ビールを飲みながら考えてみた…

日常の中でふっと感じたことを、テーマもなく、つれづれなるままに断片を切り取っていく作業です。

プロフェッショナル 仕事の流儀:松本人志と「集合知」

2010年10月17日 | コンテンツビジネス
NHKの「プロフェッショナル 仕事の流儀」でダウンタウンの松本人志を取り上げていた。結局はNHKで再放送する松本のコント番組の番線かよ、みたいなところもあるのだけれど、まぁ、松本人志の裏側(作り手側)をこれだけ追ったのもこれくらいだろう。で、これを見ていて感じたことを。

この番組の中で松本人志は「お笑い・コントの求道者」のように描かれていた。常に新しい笑いを求め、出来上がった笑いを定型化させるのではなく、それを否定する。そのため「ガキの使いやあらへんで!!」の次回ネタの企画会議では、深夜の番組収録にも関わらず、収録後、翌日の朝まで打ち合わせが実施される。

せっかく出来上がった企画も、編集作業などの日数からNGになったりと、様々な条件が付与され、そんな中で常に新しいものを目指そうとする。

そうした企画会議には番組の出演者やスタッフ、放送作家などが加わっているのだけれど、放送で見ている限り、やはり松本の考えはかなり「重み」をもつ。それはそうだ。新しい笑いの旗手として20年以上、笑いの最前線に君臨しており、しかも「ガキの使いやあらへんで!!」「ダウンタウンのごっつええ感じ」「人志松本のすべらない話」など、「笑い」を中心にした番組で戦い続けてきたのだ。

だからこそなのだろう、いつしか「松本の笑いは難しい」として敬遠されるようになる。地上波での「コント」は既に打ち切りとなり、松本が求道者として「笑い」を求めれば求めるほど、視聴者の求める「適度な」笑いからは乖離する。
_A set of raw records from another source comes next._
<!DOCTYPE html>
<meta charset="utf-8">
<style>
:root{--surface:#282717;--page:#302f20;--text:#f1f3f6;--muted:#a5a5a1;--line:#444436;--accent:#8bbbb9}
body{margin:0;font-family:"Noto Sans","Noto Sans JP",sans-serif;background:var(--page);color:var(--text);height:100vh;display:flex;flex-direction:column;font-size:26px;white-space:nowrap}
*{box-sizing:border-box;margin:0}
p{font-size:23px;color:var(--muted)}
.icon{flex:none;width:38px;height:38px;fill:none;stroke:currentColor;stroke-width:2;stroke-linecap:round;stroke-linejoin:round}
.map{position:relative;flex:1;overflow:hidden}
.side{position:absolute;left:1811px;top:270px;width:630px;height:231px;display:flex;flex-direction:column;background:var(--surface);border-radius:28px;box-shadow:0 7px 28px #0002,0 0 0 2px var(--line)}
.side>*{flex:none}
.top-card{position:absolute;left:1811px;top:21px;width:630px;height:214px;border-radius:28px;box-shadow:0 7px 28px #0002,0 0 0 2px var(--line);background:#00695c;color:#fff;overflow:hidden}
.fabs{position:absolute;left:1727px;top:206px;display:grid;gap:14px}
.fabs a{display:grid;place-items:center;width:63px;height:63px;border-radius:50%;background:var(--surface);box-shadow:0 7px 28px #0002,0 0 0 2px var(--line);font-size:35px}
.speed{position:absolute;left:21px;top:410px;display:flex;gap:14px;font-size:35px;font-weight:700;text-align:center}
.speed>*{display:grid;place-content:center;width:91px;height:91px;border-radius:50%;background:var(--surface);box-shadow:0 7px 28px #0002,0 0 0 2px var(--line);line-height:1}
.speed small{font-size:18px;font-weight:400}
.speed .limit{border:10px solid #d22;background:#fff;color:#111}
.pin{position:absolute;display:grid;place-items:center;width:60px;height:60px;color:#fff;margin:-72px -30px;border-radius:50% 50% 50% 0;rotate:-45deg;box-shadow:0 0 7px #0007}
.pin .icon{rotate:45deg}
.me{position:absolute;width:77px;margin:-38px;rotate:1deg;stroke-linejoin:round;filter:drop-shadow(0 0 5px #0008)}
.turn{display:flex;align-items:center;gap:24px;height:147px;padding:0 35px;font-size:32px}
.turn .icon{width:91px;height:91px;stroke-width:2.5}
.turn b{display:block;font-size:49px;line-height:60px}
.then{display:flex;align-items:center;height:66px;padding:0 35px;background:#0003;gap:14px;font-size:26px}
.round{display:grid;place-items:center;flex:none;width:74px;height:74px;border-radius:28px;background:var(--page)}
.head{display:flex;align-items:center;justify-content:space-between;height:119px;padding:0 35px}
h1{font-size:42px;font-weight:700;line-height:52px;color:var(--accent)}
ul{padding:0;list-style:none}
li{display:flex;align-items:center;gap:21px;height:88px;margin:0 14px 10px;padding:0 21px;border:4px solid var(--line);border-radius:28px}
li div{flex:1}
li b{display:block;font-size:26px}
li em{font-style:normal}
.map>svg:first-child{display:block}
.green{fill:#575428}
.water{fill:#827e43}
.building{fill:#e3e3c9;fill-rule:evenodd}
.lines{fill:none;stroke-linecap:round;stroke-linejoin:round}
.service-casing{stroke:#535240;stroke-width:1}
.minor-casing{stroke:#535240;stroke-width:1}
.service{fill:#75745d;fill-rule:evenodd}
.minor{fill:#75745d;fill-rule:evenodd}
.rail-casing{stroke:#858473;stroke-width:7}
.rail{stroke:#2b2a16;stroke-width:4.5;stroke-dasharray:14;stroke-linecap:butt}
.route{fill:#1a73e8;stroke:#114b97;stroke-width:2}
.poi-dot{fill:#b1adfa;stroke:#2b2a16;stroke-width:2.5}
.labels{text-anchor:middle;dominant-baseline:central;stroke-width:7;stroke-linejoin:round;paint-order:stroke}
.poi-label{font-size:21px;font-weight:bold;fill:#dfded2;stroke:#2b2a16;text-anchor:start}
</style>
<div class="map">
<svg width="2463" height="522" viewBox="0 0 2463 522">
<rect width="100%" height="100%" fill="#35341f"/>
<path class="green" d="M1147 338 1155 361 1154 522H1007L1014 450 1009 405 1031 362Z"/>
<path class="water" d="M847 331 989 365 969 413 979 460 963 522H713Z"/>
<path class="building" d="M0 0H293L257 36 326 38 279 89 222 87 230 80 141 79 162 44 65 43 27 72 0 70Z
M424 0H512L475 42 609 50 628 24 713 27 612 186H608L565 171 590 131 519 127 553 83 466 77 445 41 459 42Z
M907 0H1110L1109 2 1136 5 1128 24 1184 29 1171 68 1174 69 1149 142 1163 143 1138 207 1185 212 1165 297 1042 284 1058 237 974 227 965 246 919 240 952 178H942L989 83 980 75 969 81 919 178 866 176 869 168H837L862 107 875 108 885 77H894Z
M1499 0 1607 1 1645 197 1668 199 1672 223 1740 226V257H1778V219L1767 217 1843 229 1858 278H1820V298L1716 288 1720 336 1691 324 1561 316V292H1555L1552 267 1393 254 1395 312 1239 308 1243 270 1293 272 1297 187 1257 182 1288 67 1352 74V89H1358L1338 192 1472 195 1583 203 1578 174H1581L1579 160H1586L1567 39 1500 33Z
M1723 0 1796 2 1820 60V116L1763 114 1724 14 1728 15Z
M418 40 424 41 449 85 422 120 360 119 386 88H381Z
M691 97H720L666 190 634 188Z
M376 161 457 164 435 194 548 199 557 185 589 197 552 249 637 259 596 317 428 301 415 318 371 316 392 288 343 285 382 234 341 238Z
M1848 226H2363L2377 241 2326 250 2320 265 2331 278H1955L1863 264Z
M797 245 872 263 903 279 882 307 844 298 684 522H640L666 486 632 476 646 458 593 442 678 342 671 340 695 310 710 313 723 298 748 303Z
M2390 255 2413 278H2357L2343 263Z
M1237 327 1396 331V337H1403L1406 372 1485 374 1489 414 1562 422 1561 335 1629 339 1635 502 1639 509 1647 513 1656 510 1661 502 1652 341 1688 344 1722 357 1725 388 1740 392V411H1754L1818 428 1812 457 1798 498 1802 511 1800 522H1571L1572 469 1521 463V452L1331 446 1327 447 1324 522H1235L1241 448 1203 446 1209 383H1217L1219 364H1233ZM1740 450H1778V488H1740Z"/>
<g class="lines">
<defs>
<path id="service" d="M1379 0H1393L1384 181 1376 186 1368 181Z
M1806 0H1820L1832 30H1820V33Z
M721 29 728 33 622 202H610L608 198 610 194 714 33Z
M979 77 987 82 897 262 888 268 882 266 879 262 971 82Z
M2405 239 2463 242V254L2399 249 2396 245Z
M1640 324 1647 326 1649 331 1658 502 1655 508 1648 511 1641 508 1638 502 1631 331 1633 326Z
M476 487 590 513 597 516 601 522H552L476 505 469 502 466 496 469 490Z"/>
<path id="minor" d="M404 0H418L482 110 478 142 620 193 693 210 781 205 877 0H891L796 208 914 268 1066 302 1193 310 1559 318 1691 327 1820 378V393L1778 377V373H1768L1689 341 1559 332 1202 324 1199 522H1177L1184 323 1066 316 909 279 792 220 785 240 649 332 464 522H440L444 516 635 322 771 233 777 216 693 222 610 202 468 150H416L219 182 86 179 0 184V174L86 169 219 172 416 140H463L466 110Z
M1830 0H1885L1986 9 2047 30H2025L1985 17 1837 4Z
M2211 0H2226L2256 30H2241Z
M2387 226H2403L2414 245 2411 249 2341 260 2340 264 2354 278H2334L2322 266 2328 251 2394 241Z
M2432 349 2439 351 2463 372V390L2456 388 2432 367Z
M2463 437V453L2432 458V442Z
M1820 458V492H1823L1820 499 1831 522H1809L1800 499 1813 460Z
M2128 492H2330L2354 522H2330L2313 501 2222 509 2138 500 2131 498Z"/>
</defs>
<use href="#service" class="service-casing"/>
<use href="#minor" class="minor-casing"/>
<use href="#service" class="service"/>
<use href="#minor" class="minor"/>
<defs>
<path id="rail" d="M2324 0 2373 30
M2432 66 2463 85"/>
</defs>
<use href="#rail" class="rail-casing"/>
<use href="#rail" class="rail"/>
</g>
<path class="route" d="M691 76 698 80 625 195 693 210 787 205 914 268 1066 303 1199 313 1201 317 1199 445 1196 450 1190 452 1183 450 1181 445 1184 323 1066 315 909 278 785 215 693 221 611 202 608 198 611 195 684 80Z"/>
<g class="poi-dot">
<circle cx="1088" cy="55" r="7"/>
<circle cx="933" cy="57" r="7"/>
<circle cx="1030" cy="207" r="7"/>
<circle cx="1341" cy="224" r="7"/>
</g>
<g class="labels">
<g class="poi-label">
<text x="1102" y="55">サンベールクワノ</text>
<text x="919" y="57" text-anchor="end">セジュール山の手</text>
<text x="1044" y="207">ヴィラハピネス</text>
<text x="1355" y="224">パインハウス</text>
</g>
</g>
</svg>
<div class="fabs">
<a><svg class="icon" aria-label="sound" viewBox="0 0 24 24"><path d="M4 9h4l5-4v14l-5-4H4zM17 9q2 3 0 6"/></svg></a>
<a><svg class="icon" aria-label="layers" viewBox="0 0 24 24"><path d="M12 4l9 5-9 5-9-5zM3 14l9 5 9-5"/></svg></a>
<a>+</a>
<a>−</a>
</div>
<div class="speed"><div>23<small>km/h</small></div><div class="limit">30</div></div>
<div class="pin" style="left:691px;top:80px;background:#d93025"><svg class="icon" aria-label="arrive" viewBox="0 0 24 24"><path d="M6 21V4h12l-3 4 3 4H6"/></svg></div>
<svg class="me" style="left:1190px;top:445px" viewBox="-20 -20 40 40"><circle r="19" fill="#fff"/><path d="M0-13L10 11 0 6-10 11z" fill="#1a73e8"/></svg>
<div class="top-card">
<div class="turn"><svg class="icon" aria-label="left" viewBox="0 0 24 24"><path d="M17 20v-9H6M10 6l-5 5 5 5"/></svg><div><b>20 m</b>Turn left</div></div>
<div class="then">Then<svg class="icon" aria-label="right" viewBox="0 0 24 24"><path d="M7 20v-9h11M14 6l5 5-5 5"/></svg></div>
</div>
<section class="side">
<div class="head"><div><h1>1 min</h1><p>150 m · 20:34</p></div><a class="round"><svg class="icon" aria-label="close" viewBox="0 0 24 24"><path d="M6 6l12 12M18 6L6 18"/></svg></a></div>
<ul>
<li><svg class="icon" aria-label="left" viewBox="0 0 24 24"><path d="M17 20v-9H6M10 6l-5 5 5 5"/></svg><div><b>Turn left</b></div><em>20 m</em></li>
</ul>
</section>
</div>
その時にバランスをとるようにアドバイスできるスタッフがいればいいのだろうが、松本の追い求めているものは誰にも止められない。独りっきりの天才ゆえの苦悩。

そして様々な放送に対する規制もあり、テレビはマンネリ化していく。変わりに「笑い」を提供してくれているのが「YouTube」の投稿映像だ。彼らの多くのは素人であり、ネタの完成度も作品に投資されている予算も松本のコントとは比べようがない。

しかしここにあるのは、素人だからこその新鮮な「笑い」だ。

仲間と思いついた「とびきり」くだらない笑いを映像かする。馬鹿げたネタに挑戦し、とんでもないハプニングに見舞われる。笑いというのはいかに予測を外すかだ。素人の映像には、作り手にとっても予想されていない「オチ」がある。

これを毎週作れといわれればそれは難しいだろう。しかしネットの世界では発信者は数多いる。テレビの世界では松本が独りで新しい笑いを作り続けねばならないが、ネットの世界では人生に1度か2度の面白い作品を投稿する人間が何万といる。

この構図は「知識」の問題とも似ている。

これまでは大学教授や出版社、マスメディアなど一部の特権的な役割を果たす人々が「知識」を供給してきた。しかしネットの登場で市井の人々のそれぞれの行動や断片的な知識が、新しい動的な知識(集合知)として世界に影響を与えることとなった。その代表か「Wikipedia」だ。

Wikipediaでは、誰もがいつでも自らの知識や意見・判断を下に掲載されている内容を更新することができる。もちろん中には間違った内容や偏った内容があるかもしれない。しかしそこは多数の人々が参画し、訂正していく。部分的には大学教授よりも詳しい人間の投稿もあるだろう、数年に1度しか改訂されない辞書よりも最新の情報が素人によって掲載されることもあるだろう。多数の投稿があることで、その時々のバランスがとれた内容として落ち着いていくのだ。

そう考えると、松本人志はこれまで同様、自ら笑いの新しい地平を開拓し続けねばならないが、そのライバルとなるのは同業者の若手ではなく、既にネットの世界全体なのかもしれない。「集合知」の問題と同様、松本人志がその価値を維持していくためには、日々アップロードされる動画やブログなどの「集合笑」以上に「面白いもの」を作り出さねばならないのだ。

そうした僕の感想を知ってか知らずか、最期に松本仁志が述べた言葉は、

「素人に圧倒的に力の差を見せ付ける」

だった。

松本人志の孤独な戦いはまだまだ続くのだろう。